** Data extract follows **

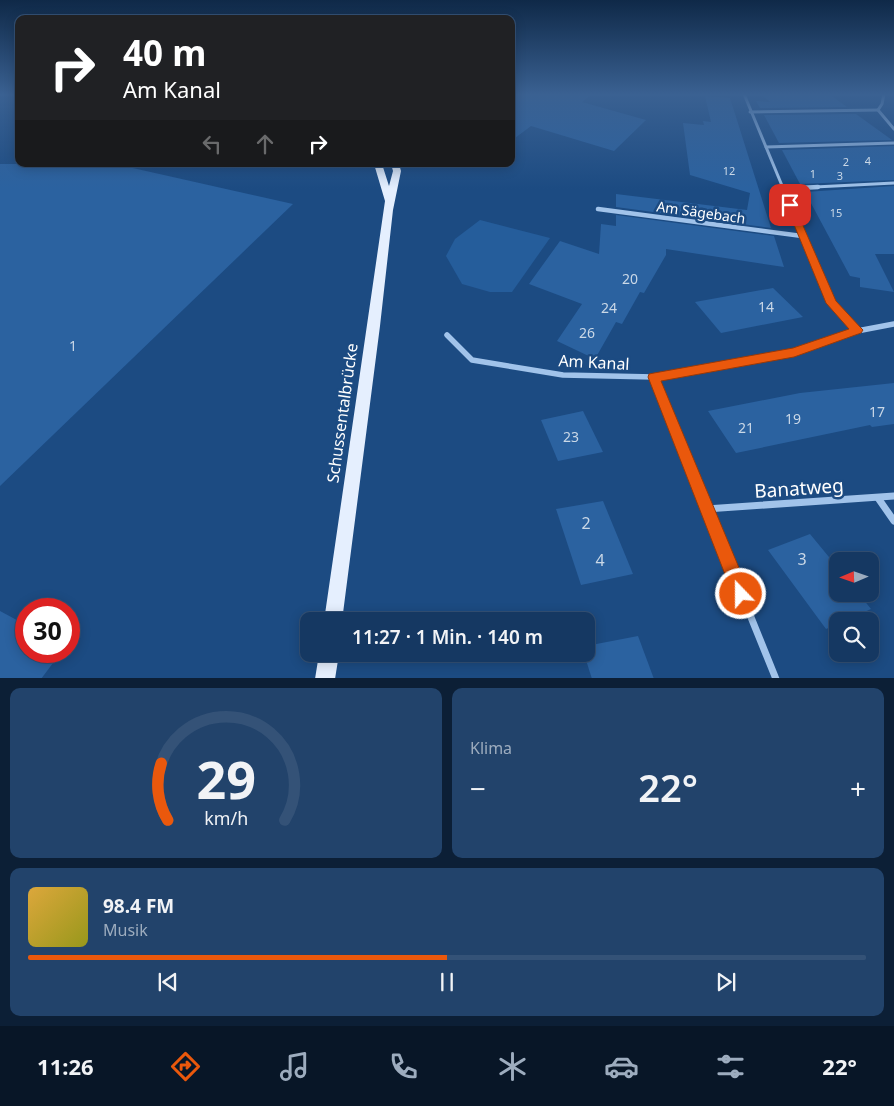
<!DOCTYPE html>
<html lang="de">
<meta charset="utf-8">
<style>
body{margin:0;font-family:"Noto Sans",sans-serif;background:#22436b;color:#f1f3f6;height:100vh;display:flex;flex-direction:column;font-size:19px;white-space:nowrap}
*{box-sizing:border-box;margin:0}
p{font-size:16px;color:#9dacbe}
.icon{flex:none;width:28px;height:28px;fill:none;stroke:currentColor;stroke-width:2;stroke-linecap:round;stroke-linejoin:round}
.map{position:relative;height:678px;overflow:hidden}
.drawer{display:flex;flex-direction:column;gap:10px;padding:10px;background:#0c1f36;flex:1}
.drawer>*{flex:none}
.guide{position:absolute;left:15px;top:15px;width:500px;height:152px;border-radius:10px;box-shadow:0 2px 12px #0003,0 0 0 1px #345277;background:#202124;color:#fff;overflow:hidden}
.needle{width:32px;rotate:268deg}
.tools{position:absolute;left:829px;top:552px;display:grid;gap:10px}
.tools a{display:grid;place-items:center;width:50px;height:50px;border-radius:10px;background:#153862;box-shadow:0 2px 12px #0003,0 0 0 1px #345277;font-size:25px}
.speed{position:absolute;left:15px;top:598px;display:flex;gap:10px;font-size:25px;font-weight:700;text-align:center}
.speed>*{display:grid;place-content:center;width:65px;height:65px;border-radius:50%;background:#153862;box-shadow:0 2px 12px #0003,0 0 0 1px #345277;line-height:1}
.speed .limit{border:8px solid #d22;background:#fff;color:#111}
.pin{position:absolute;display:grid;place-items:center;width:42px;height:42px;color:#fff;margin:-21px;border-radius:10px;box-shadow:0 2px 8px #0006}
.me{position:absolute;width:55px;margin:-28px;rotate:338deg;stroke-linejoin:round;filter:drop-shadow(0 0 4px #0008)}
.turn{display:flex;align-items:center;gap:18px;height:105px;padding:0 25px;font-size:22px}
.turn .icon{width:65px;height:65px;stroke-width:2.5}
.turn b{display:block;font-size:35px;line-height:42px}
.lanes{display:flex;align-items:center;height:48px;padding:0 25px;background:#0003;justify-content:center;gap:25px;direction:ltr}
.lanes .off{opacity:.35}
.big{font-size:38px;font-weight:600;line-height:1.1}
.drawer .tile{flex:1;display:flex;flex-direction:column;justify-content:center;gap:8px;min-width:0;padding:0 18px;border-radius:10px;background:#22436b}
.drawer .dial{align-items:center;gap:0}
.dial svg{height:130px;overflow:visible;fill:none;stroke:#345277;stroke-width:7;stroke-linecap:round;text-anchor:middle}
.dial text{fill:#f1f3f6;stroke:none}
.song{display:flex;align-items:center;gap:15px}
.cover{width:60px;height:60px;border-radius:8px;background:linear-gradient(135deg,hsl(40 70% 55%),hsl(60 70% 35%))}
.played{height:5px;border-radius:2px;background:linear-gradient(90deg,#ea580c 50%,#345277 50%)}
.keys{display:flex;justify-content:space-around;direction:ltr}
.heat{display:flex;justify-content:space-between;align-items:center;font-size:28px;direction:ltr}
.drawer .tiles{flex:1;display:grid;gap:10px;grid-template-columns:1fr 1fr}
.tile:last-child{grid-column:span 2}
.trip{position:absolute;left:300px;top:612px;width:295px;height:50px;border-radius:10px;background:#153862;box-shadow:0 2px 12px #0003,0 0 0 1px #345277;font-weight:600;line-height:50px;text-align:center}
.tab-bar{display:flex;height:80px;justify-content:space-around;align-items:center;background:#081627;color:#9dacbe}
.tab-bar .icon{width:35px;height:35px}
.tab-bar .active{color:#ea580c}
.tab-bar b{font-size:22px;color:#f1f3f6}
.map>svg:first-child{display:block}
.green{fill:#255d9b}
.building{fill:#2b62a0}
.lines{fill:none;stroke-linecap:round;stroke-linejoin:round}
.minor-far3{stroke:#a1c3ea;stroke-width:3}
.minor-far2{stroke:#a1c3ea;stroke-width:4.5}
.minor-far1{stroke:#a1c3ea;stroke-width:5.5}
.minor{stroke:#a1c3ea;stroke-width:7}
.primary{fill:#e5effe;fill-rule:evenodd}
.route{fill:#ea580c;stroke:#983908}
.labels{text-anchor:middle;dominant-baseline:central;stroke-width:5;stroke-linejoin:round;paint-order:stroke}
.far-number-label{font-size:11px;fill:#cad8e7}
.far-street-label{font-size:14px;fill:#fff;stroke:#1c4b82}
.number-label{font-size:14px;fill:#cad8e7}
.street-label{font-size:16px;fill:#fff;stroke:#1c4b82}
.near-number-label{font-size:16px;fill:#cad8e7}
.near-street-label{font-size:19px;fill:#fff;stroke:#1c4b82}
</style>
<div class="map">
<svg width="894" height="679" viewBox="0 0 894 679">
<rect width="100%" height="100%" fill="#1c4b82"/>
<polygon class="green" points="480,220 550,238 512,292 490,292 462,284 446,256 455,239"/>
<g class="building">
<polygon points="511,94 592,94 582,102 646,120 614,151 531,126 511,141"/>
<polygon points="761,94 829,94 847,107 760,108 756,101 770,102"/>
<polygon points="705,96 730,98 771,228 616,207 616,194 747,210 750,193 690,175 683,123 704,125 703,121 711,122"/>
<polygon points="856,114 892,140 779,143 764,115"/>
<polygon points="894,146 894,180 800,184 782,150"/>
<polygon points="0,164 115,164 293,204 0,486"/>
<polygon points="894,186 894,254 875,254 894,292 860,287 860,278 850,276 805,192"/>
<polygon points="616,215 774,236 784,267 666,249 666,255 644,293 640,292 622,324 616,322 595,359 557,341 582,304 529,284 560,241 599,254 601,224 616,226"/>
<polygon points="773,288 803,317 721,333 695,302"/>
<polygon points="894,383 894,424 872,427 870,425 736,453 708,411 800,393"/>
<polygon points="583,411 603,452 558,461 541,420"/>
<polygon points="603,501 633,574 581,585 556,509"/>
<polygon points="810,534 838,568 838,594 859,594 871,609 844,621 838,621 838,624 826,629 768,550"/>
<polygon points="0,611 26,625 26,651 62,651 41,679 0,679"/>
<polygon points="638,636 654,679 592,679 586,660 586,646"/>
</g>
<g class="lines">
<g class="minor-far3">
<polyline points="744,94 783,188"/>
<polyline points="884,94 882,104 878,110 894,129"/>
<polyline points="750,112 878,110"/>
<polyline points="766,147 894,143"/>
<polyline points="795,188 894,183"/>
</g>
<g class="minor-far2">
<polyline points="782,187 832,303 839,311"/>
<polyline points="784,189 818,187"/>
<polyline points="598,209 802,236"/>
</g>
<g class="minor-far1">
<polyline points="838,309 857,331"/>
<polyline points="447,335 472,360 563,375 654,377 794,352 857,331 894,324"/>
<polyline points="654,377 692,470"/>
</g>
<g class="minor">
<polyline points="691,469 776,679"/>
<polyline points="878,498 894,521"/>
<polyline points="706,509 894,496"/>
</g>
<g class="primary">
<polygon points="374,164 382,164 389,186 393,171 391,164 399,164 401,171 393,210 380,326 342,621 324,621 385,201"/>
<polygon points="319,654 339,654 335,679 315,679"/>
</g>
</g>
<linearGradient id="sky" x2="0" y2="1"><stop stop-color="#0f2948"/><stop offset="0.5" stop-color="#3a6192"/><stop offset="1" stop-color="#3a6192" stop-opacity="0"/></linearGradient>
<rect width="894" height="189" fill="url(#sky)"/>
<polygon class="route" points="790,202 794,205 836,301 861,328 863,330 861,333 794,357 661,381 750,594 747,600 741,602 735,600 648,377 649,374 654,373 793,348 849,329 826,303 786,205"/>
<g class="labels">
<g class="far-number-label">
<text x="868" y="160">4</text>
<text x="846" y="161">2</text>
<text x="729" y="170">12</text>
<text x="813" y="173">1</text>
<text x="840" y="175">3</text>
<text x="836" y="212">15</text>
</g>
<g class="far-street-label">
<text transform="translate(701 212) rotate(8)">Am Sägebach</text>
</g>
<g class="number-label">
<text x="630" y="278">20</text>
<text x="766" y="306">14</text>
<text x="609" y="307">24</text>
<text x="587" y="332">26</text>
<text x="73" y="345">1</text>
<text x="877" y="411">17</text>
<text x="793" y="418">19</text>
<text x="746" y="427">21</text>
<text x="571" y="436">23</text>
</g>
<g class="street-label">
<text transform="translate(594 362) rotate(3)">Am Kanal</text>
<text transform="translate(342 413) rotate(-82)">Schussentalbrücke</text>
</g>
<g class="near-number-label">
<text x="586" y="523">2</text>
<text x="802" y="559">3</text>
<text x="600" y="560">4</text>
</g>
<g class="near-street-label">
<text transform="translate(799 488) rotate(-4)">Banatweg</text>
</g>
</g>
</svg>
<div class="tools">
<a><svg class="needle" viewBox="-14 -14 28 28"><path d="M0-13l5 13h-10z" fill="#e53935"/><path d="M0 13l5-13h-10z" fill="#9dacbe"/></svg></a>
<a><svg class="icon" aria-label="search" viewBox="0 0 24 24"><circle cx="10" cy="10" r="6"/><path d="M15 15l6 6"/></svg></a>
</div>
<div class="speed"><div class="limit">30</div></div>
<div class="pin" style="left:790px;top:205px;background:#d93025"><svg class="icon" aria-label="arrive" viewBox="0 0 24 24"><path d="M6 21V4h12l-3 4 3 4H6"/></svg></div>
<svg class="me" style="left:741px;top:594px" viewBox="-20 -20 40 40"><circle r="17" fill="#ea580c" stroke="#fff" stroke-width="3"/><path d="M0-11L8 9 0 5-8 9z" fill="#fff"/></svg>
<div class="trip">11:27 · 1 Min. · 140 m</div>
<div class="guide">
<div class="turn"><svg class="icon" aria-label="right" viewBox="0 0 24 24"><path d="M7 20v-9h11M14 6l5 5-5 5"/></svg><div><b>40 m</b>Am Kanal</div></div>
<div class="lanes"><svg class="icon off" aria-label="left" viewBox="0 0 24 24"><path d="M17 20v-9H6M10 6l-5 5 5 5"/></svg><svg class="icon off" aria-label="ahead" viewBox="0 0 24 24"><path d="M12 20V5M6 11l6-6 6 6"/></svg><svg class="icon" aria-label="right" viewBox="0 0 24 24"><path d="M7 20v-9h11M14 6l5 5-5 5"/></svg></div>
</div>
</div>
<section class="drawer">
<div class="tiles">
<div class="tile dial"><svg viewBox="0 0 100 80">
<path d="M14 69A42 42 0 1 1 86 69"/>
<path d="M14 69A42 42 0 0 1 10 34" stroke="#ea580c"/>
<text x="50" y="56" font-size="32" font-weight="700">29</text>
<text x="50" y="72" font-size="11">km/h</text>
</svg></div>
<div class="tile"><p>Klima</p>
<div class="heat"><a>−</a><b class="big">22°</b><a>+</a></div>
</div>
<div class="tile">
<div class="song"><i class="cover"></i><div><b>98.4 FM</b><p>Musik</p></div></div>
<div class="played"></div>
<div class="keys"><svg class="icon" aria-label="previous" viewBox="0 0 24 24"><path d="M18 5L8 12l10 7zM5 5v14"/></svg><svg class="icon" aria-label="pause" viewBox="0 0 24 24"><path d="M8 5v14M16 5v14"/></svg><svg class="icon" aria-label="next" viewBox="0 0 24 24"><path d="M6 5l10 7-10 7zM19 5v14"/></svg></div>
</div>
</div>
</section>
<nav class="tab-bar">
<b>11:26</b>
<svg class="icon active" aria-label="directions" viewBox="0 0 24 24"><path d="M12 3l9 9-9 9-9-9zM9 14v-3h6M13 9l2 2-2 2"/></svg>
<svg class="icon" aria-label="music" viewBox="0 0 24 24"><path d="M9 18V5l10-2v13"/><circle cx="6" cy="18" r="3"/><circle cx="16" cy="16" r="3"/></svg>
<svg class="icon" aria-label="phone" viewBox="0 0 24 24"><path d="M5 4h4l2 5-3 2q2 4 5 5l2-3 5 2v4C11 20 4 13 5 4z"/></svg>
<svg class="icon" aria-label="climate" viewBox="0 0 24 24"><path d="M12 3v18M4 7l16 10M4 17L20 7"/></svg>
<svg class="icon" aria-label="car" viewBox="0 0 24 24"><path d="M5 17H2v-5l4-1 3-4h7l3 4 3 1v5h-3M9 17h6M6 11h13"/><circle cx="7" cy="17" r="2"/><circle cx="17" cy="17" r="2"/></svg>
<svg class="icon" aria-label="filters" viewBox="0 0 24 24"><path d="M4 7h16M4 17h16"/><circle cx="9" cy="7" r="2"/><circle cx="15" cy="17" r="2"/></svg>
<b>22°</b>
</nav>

** End of Data extract **
** Data extract follows **

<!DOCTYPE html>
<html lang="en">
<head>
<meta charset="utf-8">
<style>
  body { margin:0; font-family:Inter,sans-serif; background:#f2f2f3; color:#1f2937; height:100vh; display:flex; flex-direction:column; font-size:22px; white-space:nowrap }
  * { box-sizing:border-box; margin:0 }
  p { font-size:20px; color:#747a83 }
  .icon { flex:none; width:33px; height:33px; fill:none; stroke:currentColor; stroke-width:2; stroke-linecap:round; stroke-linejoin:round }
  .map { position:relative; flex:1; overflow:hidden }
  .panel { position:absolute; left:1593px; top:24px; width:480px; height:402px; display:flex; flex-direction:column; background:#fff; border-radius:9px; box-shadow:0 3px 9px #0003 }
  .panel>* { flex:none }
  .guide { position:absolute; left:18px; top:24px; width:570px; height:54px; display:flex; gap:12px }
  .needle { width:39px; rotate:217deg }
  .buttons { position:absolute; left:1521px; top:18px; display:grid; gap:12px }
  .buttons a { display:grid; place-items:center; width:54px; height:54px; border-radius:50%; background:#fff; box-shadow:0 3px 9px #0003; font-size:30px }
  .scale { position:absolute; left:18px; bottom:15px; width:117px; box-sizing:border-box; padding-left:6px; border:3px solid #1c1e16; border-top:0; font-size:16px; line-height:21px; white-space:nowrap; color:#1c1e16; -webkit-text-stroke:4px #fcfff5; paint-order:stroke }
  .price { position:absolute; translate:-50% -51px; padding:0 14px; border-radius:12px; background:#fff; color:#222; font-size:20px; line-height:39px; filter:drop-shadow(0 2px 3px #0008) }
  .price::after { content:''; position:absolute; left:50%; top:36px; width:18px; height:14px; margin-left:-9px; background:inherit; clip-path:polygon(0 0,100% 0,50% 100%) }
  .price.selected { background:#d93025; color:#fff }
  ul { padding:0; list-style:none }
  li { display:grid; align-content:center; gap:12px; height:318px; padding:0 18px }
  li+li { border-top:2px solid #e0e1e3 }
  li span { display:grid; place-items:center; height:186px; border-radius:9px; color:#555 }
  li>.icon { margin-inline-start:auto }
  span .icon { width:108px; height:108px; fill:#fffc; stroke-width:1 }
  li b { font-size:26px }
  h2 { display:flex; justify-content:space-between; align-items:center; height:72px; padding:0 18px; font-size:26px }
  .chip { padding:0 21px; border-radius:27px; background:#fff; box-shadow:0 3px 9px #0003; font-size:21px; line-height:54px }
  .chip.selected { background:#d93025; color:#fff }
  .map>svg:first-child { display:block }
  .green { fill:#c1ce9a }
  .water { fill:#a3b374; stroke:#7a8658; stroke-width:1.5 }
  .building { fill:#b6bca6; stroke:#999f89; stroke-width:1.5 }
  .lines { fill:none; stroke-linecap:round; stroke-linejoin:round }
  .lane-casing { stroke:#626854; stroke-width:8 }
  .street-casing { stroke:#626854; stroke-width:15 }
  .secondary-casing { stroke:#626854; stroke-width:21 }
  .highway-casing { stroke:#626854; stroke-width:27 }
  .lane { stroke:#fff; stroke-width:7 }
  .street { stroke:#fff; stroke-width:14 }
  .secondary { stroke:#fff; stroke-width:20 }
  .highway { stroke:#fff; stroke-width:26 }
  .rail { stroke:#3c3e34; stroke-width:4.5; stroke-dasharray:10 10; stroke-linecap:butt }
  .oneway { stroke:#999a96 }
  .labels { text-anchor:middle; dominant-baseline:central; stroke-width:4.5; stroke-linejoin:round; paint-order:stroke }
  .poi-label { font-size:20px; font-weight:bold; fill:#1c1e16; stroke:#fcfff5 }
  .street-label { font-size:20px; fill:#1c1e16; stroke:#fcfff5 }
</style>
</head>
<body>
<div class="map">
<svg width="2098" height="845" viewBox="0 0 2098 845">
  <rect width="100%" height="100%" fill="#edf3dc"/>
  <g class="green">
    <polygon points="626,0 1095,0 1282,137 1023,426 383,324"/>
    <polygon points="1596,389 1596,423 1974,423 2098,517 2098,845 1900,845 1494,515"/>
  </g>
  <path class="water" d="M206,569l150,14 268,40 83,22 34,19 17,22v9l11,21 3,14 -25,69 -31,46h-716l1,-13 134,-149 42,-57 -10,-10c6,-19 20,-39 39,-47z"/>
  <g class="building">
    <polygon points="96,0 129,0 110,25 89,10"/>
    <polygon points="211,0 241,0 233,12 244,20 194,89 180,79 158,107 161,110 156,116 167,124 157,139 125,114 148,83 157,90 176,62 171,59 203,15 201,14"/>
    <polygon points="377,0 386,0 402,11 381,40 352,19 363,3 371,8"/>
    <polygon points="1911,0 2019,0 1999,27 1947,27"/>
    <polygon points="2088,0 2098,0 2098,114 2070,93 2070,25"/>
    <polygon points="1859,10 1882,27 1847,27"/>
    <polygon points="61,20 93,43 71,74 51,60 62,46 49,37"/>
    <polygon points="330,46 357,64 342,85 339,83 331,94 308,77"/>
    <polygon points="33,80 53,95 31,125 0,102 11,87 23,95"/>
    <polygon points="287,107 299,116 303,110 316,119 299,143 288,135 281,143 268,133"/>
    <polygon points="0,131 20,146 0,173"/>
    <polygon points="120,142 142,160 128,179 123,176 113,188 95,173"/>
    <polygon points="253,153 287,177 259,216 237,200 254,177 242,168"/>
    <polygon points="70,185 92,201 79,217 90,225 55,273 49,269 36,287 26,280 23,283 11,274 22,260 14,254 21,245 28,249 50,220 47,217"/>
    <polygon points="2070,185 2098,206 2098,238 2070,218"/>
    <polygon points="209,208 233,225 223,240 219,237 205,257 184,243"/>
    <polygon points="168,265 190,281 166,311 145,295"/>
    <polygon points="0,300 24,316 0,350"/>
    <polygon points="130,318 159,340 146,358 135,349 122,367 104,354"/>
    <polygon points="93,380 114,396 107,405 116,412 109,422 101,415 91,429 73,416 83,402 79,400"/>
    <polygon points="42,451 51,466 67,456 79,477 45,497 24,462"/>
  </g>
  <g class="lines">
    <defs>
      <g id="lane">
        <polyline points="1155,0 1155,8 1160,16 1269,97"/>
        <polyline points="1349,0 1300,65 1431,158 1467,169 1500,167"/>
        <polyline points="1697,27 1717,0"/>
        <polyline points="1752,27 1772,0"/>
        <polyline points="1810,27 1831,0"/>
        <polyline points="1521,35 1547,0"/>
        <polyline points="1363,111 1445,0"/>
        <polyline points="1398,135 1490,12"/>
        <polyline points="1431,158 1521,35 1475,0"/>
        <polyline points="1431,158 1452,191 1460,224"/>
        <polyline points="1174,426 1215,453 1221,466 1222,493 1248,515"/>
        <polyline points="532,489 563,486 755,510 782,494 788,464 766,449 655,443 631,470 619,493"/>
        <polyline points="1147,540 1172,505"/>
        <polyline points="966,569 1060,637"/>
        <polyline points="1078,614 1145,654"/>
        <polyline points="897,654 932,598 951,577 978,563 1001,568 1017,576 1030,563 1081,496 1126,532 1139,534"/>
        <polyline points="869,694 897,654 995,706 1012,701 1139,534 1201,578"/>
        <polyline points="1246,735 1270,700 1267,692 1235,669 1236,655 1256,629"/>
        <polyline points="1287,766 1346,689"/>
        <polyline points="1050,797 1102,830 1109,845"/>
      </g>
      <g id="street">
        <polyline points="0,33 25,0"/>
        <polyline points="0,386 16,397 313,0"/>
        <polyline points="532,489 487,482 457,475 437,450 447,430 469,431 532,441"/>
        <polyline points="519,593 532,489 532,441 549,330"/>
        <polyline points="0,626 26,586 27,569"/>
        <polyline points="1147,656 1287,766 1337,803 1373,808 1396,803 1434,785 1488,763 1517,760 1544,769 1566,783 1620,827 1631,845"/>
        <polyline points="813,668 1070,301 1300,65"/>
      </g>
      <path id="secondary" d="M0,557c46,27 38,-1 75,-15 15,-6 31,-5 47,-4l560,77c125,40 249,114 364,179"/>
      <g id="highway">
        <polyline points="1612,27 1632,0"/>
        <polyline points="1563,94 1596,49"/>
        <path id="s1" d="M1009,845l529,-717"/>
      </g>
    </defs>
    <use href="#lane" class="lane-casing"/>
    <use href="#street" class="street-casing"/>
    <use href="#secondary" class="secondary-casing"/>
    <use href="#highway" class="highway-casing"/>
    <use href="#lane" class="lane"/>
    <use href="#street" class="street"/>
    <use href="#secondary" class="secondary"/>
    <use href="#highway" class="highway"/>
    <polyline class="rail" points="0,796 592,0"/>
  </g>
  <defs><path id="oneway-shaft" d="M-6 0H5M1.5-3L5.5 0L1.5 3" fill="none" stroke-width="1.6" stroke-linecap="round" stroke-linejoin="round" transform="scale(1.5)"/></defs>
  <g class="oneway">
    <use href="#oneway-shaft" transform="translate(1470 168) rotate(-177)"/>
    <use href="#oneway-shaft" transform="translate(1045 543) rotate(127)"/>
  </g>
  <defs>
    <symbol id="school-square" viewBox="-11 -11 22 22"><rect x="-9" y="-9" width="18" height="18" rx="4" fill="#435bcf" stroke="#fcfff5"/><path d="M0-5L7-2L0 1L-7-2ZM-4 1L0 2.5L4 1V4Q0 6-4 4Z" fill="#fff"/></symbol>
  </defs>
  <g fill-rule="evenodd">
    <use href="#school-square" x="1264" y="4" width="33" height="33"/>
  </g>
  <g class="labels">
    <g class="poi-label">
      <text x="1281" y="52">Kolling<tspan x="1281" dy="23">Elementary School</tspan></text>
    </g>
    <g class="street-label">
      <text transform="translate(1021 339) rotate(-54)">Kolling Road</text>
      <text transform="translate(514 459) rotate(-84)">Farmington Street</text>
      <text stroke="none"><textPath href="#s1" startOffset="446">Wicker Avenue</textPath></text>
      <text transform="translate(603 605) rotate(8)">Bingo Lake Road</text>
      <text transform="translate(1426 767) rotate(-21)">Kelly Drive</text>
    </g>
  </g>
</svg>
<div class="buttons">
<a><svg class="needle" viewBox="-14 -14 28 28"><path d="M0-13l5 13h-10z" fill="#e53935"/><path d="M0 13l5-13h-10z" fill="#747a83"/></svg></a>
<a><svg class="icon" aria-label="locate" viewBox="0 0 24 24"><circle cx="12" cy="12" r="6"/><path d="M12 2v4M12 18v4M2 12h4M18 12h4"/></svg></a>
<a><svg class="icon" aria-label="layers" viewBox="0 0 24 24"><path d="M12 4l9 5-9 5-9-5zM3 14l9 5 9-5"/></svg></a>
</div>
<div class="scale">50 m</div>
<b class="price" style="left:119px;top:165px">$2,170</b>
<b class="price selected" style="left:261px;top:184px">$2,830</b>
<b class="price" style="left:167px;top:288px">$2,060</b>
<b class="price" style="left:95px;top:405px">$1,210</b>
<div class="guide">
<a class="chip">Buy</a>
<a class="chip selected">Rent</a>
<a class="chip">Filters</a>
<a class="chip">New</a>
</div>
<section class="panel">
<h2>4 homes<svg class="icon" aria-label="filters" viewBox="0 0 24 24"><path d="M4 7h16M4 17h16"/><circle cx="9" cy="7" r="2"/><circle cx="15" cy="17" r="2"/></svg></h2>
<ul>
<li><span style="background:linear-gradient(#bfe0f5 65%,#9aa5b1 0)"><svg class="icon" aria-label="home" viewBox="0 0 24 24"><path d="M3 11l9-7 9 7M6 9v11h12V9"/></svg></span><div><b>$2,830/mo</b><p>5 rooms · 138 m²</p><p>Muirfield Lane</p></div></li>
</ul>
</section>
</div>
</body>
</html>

** End of Data extract **

Those lines of the records that contain the string "played" should be identified and copied.

.played{height:5px;border-radius:2px;background:linear-gradient(90deg,#ea580c 50%,#345277 50%)}
<div class="played"></div>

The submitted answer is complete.